All those sleepless nights! All that raucous singing! And here’s the result. This clay-colored robin chick recently fledged outside my kitchen window in downtown San José and posed for his first photos with and without mom.
His scientific name is decidedly unattractive: Turdus grayi. (Some grumpy, rudely awakened sleepers might think it quite apt.) But his Spanish name rolls off the tongue: yigüirro. By whatever name, the chick has the distinction of joining the ranks of Costa Rica’s national bird.
Why, with all the gorgeous birds flying around Costa Rica, did the powers that be choose this homely, very common – and very noisy – bird?
Precisely because of its song.
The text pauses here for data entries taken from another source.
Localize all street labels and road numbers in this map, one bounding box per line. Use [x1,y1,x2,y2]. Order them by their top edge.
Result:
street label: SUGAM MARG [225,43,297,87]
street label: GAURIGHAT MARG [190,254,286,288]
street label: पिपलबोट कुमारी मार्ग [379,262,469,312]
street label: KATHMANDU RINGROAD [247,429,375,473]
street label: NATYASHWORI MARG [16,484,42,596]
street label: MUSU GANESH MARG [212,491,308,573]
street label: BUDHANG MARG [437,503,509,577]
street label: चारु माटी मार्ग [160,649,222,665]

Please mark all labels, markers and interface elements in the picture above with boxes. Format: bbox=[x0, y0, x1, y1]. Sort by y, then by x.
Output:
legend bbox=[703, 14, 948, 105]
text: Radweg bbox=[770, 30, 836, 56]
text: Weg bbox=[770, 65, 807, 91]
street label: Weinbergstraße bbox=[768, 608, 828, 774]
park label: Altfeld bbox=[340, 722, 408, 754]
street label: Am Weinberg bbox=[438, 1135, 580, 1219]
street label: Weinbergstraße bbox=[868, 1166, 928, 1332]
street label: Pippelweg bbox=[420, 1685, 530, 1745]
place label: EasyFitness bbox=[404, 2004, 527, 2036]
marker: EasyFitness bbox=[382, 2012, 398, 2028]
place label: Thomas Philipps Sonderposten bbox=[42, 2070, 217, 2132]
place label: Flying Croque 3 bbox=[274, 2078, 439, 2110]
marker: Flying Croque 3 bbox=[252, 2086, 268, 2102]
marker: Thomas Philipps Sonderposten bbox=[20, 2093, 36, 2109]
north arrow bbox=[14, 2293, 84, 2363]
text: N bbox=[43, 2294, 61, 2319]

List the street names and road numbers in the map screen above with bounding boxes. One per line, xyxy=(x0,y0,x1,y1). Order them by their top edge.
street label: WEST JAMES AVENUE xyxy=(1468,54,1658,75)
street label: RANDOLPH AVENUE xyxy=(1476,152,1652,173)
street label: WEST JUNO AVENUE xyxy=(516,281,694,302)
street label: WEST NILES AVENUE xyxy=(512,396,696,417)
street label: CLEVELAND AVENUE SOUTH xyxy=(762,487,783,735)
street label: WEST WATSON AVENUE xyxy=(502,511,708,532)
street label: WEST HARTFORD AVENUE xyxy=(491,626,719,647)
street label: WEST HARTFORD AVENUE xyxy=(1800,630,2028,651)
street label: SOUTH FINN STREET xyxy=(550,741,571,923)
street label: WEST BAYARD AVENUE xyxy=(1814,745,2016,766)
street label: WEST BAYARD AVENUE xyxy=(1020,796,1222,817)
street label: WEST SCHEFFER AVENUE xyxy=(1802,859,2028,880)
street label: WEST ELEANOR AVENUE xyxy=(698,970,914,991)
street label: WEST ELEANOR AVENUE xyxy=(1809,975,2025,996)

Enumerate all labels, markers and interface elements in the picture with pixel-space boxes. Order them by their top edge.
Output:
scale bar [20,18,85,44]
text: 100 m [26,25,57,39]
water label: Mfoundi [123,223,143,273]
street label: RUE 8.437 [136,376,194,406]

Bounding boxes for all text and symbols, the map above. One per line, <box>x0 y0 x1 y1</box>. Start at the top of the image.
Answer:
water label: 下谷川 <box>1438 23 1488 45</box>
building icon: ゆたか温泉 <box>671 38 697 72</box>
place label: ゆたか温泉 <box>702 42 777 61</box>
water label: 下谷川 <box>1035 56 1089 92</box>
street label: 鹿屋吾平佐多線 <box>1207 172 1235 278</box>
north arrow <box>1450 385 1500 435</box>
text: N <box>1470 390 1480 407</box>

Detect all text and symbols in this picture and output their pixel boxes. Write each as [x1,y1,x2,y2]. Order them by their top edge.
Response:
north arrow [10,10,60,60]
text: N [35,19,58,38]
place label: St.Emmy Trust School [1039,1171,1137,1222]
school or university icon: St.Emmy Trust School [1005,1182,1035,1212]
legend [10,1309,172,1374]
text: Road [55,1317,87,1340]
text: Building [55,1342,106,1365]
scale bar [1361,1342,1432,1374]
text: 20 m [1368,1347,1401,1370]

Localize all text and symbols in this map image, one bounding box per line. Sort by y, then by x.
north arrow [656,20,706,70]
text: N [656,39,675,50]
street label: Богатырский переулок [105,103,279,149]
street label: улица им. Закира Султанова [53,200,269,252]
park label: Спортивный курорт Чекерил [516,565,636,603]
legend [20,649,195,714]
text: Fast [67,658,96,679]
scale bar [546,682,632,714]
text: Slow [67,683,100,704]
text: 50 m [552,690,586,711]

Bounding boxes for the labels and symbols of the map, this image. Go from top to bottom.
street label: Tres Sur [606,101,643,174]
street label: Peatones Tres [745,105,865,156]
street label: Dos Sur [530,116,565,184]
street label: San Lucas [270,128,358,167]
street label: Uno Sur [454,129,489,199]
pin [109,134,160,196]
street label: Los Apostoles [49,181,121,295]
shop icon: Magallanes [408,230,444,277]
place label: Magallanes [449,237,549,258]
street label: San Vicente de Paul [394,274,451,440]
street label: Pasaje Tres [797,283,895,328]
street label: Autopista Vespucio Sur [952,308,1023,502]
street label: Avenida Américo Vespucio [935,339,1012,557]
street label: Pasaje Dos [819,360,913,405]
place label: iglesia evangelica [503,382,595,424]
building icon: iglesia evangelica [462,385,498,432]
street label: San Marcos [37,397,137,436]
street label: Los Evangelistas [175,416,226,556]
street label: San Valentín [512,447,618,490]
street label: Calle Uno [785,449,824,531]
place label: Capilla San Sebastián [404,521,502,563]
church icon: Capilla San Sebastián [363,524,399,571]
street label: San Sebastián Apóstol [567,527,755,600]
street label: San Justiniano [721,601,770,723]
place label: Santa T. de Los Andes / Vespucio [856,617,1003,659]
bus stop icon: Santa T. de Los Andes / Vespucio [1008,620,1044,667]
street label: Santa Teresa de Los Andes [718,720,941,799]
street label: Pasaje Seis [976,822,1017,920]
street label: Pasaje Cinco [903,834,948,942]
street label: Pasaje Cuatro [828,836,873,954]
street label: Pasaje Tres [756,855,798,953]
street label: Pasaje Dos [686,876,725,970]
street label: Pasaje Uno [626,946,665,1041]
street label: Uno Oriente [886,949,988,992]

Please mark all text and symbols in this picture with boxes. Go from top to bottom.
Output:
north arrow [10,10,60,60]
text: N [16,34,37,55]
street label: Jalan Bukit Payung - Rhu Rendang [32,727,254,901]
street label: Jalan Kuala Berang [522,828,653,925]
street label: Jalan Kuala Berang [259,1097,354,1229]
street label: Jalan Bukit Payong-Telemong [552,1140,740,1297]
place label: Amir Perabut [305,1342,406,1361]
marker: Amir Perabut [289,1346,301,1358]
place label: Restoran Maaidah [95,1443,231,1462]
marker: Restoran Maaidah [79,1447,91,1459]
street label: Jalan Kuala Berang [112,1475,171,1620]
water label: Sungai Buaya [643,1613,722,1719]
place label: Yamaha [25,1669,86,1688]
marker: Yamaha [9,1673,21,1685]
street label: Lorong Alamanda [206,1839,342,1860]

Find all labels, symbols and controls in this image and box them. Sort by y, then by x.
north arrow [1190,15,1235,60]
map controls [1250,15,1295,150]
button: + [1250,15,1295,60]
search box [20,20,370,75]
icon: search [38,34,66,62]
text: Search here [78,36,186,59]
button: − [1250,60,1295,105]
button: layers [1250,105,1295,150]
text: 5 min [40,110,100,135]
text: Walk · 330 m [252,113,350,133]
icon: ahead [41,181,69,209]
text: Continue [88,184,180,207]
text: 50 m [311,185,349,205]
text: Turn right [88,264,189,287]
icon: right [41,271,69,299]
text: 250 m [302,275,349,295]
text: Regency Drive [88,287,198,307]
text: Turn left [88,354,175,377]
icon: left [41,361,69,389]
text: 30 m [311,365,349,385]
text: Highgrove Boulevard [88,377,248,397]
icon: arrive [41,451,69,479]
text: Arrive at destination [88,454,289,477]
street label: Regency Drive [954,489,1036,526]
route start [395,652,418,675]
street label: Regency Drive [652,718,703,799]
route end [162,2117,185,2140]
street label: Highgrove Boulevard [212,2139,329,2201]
As Alexander Skutch wrote in “A Guide to the Birds of Costa Rica,” the song is “a long-continued (!) caroling of varied phrases, mostly rich and melodious, containing slurred whistles, warbles, short trills, and now and then dry, piercing notes… the song is said by local people to ‘call the rains,’ and has earned the yigüirro its status as Costa Rica’s national bird.”
For those of you who still aren’t convinced that the new life – both of robins and the rain-replenished earth – was worth the constant “caroling,” usually starting around 4 a.m., you can take consolation in knowing that the clay-colored robin’s song is rarely heard outside the breeding season.